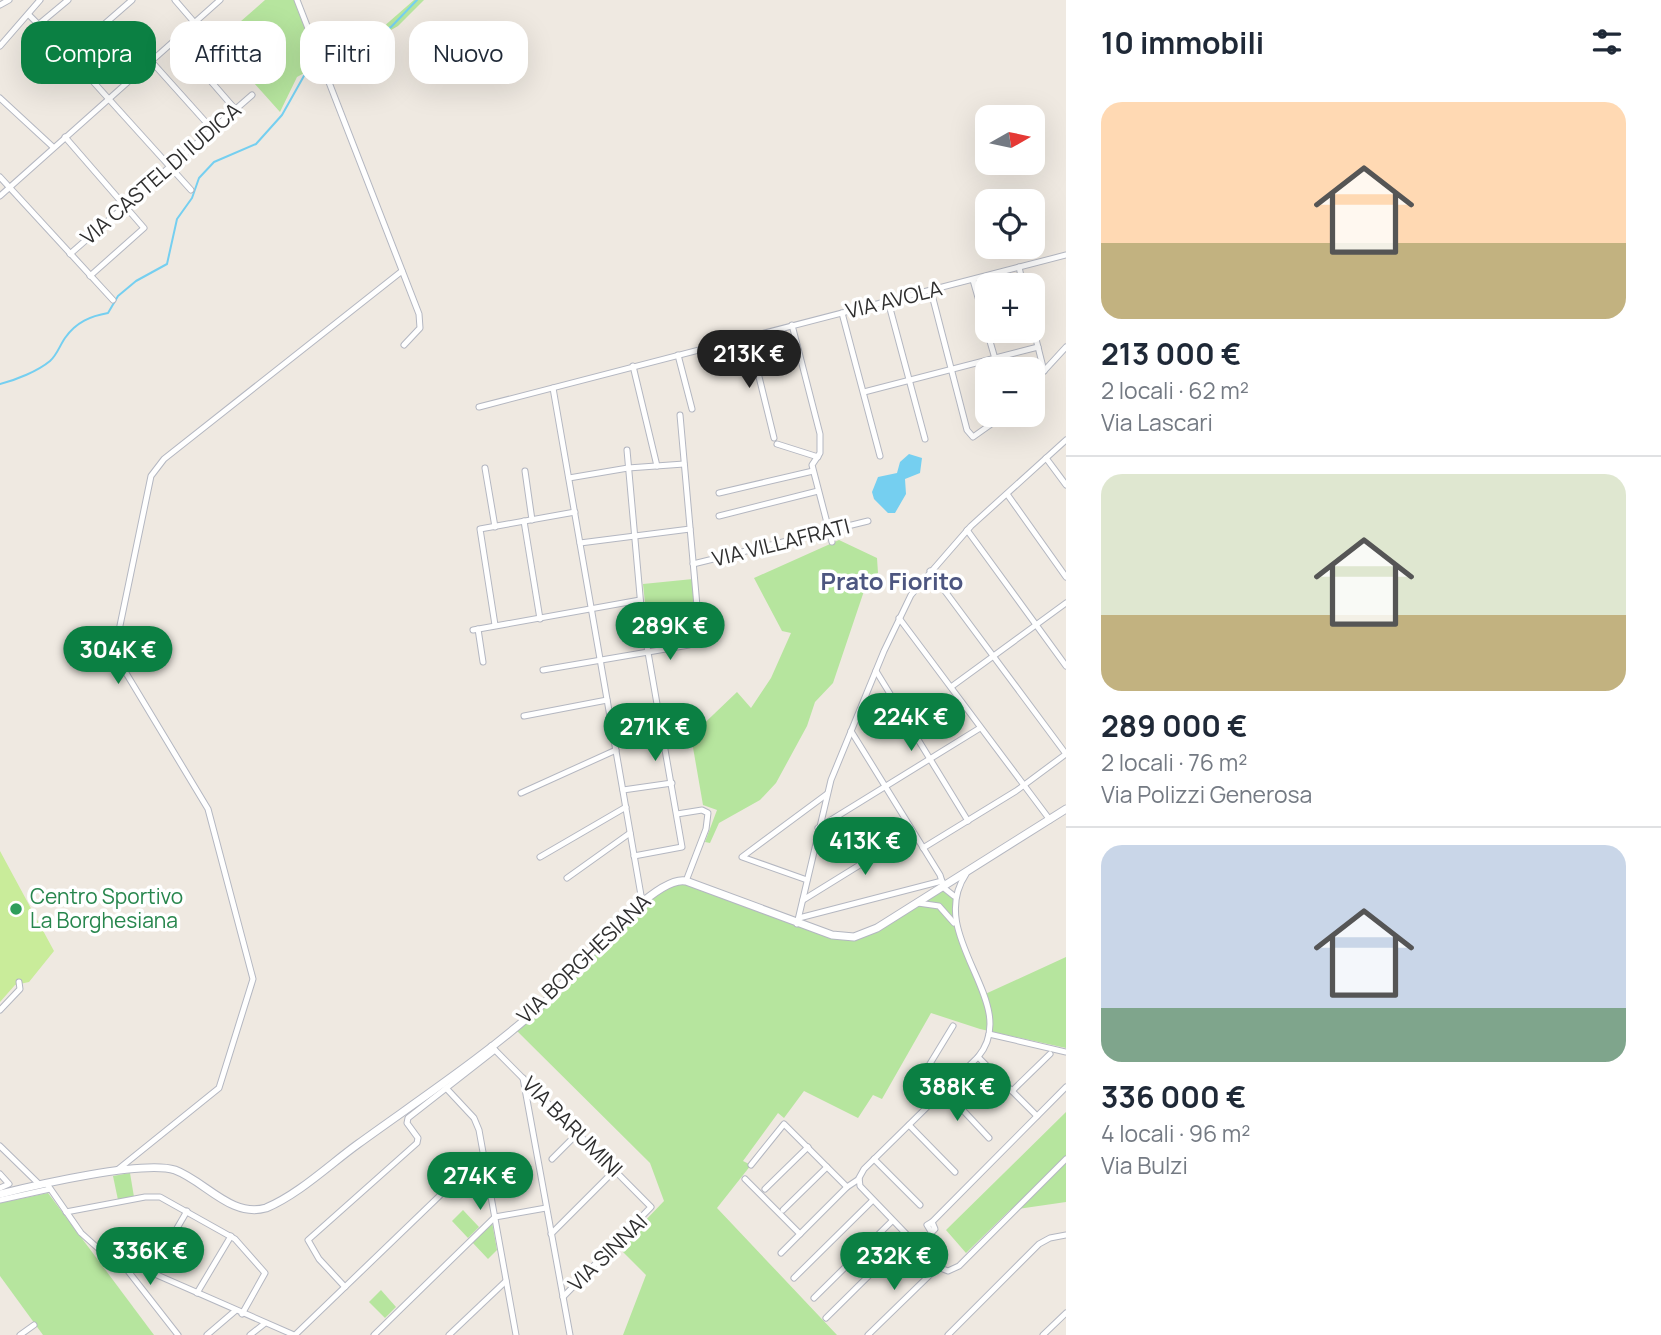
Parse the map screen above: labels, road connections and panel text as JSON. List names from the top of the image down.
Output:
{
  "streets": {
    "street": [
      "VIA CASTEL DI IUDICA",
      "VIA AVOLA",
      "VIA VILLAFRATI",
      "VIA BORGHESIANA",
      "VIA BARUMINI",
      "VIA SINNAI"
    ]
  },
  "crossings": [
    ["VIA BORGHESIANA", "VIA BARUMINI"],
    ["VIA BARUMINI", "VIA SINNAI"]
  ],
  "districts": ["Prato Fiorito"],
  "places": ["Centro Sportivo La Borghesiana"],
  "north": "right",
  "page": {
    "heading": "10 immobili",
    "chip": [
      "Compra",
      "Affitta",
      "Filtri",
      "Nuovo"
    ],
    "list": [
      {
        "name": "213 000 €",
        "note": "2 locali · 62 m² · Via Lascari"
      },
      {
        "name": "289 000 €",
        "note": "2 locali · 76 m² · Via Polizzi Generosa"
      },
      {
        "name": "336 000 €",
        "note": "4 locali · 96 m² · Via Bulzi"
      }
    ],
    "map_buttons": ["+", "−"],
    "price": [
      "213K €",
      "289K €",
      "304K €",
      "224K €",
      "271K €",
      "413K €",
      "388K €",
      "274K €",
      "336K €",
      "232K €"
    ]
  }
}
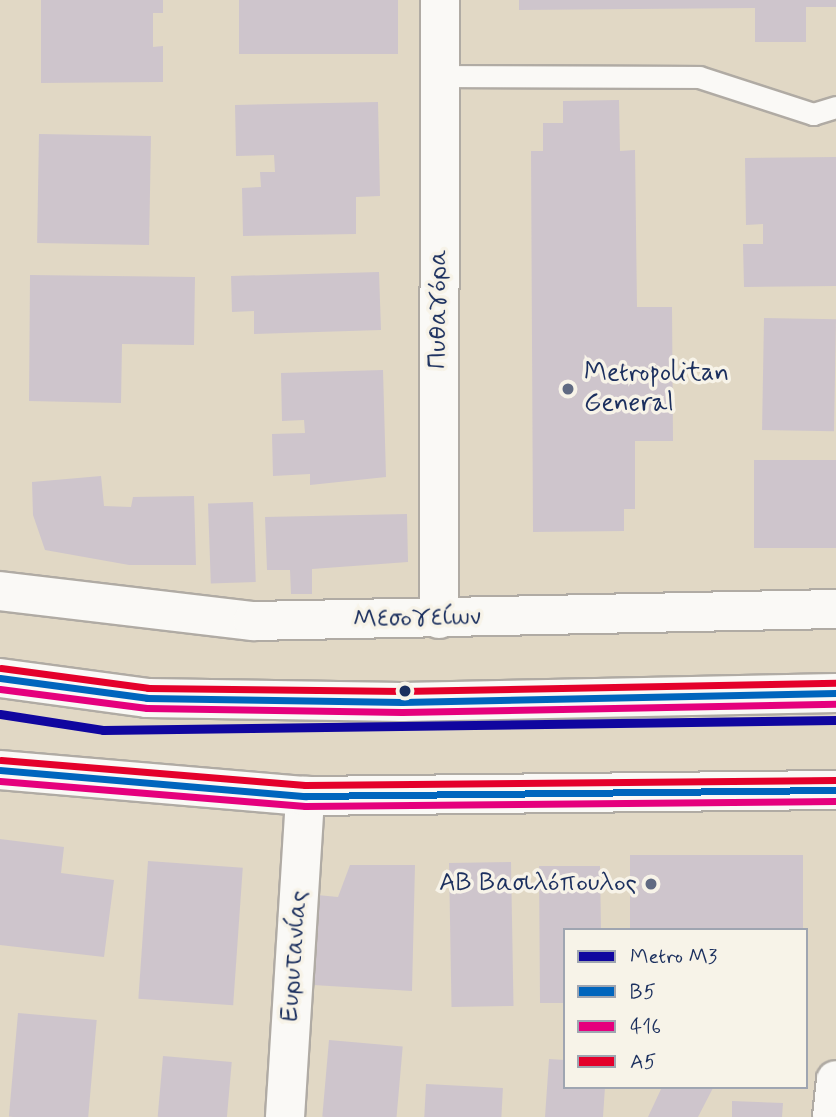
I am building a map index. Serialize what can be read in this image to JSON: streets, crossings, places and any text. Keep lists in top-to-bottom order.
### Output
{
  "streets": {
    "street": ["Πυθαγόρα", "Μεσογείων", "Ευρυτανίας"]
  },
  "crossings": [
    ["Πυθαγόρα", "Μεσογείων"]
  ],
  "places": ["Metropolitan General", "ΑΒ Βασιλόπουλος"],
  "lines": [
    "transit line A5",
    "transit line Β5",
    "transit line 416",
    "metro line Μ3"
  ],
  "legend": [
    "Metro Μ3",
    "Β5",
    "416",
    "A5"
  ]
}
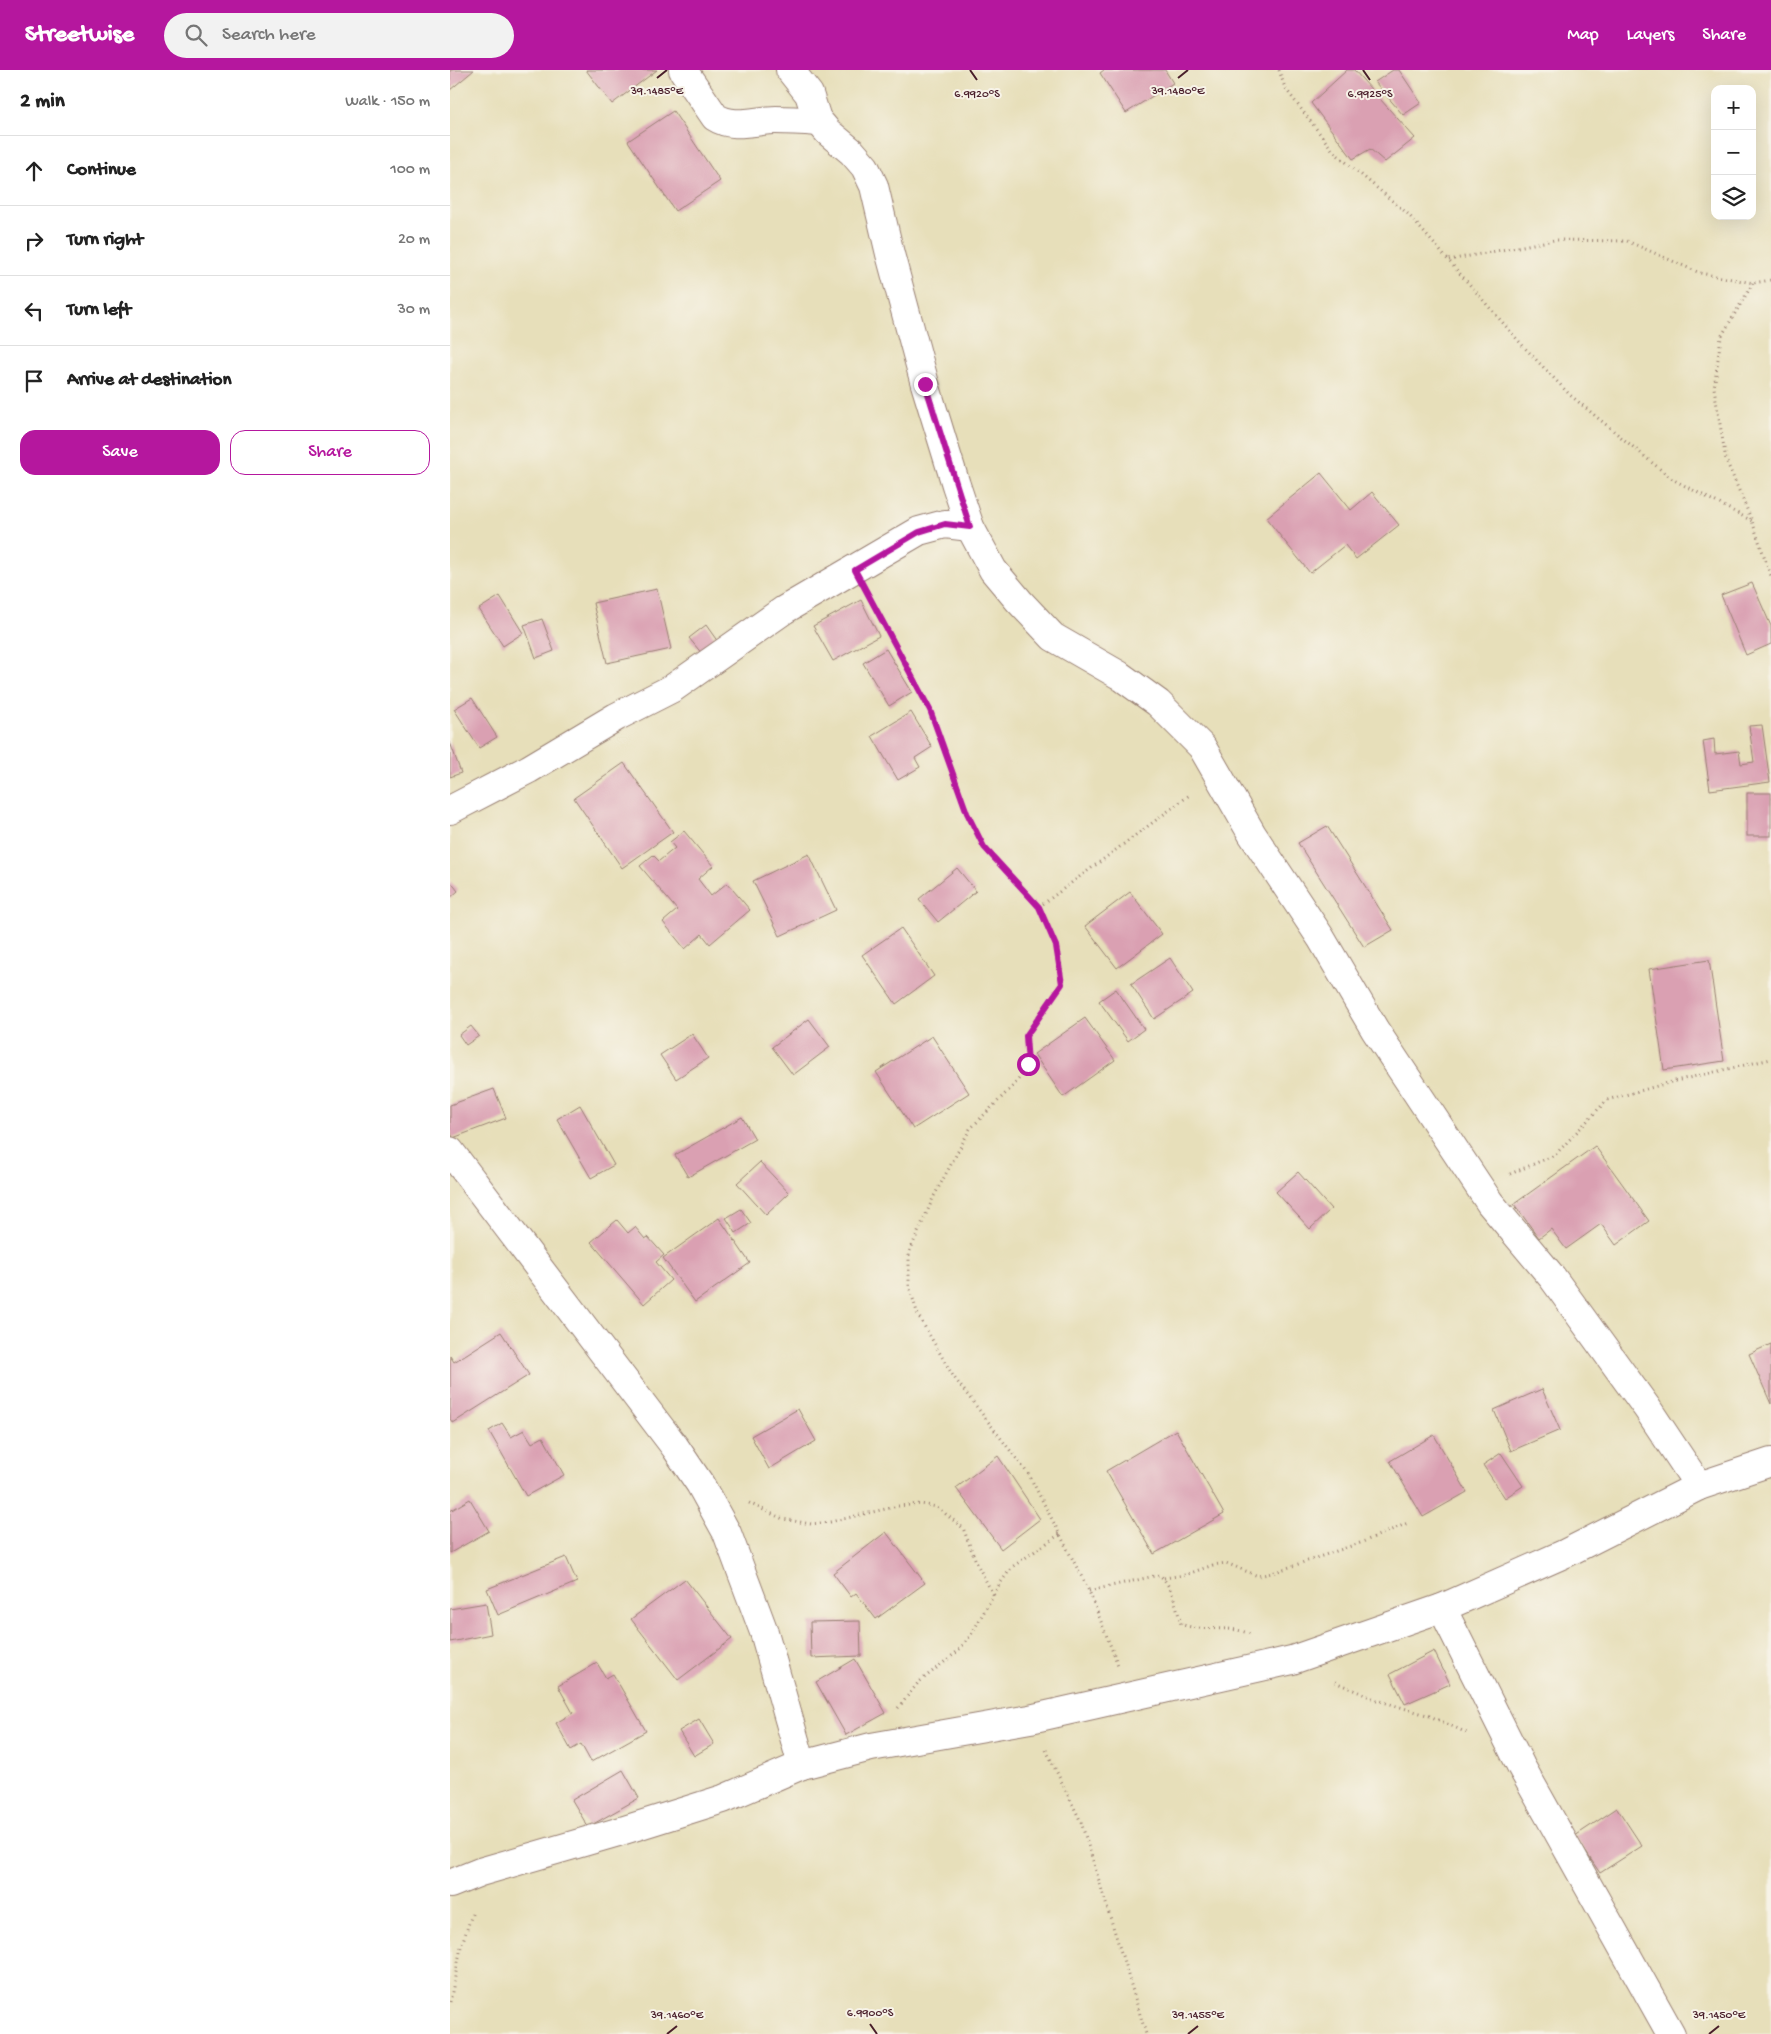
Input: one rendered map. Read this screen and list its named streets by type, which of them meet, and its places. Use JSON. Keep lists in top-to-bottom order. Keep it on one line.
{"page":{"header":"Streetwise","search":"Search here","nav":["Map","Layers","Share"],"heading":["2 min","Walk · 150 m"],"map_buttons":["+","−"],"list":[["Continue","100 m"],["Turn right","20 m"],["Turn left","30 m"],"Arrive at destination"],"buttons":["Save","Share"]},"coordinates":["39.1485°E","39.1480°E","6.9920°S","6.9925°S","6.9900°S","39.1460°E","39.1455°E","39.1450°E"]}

What you need to do
Your task is to repeat the data above exactly while excluding the pictures.

Your response
Parse the map screen above: labels, road connections and panel text as JSON. List names from the top of the image down.
Output:
{
  "streets": {
    "street": [
      "VIA CASTEL DI IUDICA",
      "VIA AVOLA",
      "VIA VILLAFRATI",
      "VIA BORGHESIANA",
      "VIA BARUMINI",
      "VIA SINNAI"
    ]
  },
  "crossings": [
    ["VIA BORGHESIANA", "VIA BARUMINI"],
    ["VIA BARUMINI", "VIA SINNAI"]
  ],
  "districts": ["Prato Fiorito"],
  "places": ["Centro Sportivo La Borghesiana"],
  "north": "right",
  "page": {
    "heading": "10 immobili",
    "chip": [
      "Compra",
      "Affitta",
      "Filtri",
      "Nuovo"
    ],
    "list": [
      {
        "name": "213 000 €",
        "note": "2 locali · 62 m² · Via Lascari"
      },
      {
        "name": "289 000 €",
        "note": "2 locali · 76 m² · Via Polizzi Generosa"
      },
      {
        "name": "336 000 €",
        "note": "4 locali · 96 m² · Via Bulzi"
      }
    ],
    "map_buttons": ["+", "−"],
    "price": [
      "213K €",
      "289K €",
      "304K €",
      "224K €",
      "271K €",
      "413K €",
      "388K €",
      "274K €",
      "336K €",
      "232K €"
    ]
  }
}
I am building a map index. Serialize what can be read in this image to JSON: streets, crossings, places and any text. Keep lists in top-to-bottom order.
### Output
{
  "streets": {
    "street": ["Πυθαγόρα", "Μεσογείων", "Ευρυτανίας"]
  },
  "crossings": [
    ["Πυθαγόρα", "Μεσογείων"]
  ],
  "places": ["Metropolitan General", "ΑΒ Βασιλόπουλος"],
  "lines": [
    "transit line A5",
    "transit line Β5",
    "transit line 416",
    "metro line Μ3"
  ],
  "legend": [
    "Metro Μ3",
    "Β5",
    "416",
    "A5"
  ]
}
Input: one rendered map. Read this screen and list its named streets by type, which of them meet, and its places. Use JSON. Keep lists in top-to-bottom order. Keep it on one line.
{"page":{"header":"Streetwise","search":"Search here","nav":["Map","Layers","Share"],"heading":["2 min","Walk · 150 m"],"map_buttons":["+","−"],"list":[["Continue","100 m"],["Turn right","20 m"],["Turn left","30 m"],"Arrive at destination"],"buttons":["Save","Share"]},"coordinates":["39.1485°E","39.1480°E","6.9920°S","6.9925°S","6.9900°S","39.1460°E","39.1455°E","39.1450°E"]}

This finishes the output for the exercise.